Although the Miller’s Turnkey v. Cybertek case from the Indiana Court of Appeals may not directly affect most commercial lenders, the case does speak to the enforcement of an Indiana lien under the Uniform Commercial Code.  If you happen to be involved in, or want to learn about, the foreclosure of a warehouseman’s lien in Indiana, you or your counsel should review Miller’s Turnkey, 878 N.E.2d 280 (Ind. Ct. App. 2007) (Miller'sOpinion.pdf). 

Punch.  Plaintiff Miller owned a warehouse and stored defendant Cybertek’s equipment for a fee.  Cybertek delivered the equipment to Miller but never paid rent.  Miller sued Cybertek and obtained a judgment for $23,600, presumably the amount owed for storage fees, and a decree authorizing the foreclosure of the possessory lien held by Miller.  To satisfy the judgment, Miller sold Cybertek’s equipment for $45,000 to a third party in a private sale.  (Miller put the proceeds in escrow.) 

Counterpunch.  Thereafter, Cybertek pursued a counterclaim against Miller for damages due to alleged non-compliance with Indiana’s Uniform Commercial Code in the sale of the equipment.  Cybertek’s action sought damages for what it claimed to be the fair market value of the goods - $93,500.  At issue was Indiana Code § 26-1-7-210, which deals with the enforcement of a warehouseman’s lien in Indiana. 

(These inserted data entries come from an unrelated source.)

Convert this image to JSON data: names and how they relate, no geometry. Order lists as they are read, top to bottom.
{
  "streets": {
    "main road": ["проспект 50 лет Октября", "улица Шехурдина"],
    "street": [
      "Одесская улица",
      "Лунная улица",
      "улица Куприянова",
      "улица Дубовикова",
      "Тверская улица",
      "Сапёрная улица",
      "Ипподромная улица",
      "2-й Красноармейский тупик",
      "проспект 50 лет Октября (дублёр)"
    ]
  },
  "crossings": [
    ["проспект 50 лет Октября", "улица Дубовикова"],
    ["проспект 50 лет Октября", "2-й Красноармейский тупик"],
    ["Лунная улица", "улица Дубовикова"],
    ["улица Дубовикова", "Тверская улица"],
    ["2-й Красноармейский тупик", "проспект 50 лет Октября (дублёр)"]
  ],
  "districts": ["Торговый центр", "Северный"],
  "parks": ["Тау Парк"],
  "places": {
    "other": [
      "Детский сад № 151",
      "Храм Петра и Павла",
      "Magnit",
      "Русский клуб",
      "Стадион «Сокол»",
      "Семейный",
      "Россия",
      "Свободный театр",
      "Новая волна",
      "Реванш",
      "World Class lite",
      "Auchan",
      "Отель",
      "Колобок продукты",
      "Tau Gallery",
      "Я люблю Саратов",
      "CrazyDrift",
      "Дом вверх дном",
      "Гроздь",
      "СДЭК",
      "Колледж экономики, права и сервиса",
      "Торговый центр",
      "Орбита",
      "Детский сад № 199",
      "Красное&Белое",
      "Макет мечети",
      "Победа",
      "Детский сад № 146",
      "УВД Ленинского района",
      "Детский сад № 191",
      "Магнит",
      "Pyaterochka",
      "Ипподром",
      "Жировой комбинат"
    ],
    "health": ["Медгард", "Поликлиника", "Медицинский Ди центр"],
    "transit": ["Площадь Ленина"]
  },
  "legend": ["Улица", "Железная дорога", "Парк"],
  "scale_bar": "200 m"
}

Knockdown.  The Indiana Court of Appeals concluded that defendant Cybertek was correct in that plaintiff Miller didn’t follow the rules when it disposed of the equipment.  First, the Court found Miller did not provide the appropriate notice to Cybertek with regard to the sale.  Second, the Court found that the sale was not “commercially reasonable” as required by statute.  Finally, the Court found that there was sufficient evidence to support the contention that the fair market value of the goods was $93,500, not the $45,000 received in the Miller’s private sale.  The opinion provides a road map for parties and their counsel who need to enforce a warehouseman’s lien, including how to establish a proper sale and sale price.  Please read the opinion for more details.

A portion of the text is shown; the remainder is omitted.